9 CLAIMS 

I claim: 

1. A novel programming grammar for building regular expressions, including regular 
expression forms not found in the art. 

2. A novel programming grammar for building regular expressions which models C-style 
languages in terms of statement blocks, function blocks, scoped variables and their 
declarations, expression binding rules, primitive data types, and array declarations. 

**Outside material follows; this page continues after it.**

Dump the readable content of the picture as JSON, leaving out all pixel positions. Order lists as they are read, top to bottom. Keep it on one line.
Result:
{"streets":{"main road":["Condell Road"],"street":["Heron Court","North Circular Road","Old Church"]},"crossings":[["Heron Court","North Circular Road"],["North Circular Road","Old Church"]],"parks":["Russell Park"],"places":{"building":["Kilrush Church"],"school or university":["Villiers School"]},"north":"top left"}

3. The novel programming grammar of claim 2, wherein the composition of a regular 
expression uses the standard expression operators and expression binding rules of the C- 
language such that a regular expression consists of compositions using unary and binary 
operators of the C-language following exactly the C-model of associativity and precedence 
for borrowed/overloaded operators, comprising literals and variables as with C-expressions, 
and further comprising new operators unfound in C-like languages but which follow the C- 
rules of associativity and precedence, and allowing for the novel regular expression forms of 
this grammar. 

4. The novel programming grammar of claim 3, wherein the grammar further comprises 
C/C++ expression syntax for building regular expressions wherein existing C-style unary 
and binary operators are overloaded to form certain regular expression compositions, 
wherein existing binary operators are used as unary operators, and wherein new operators 
are created, in all cases observing the C-language rules of associativity and precedence of 
operators.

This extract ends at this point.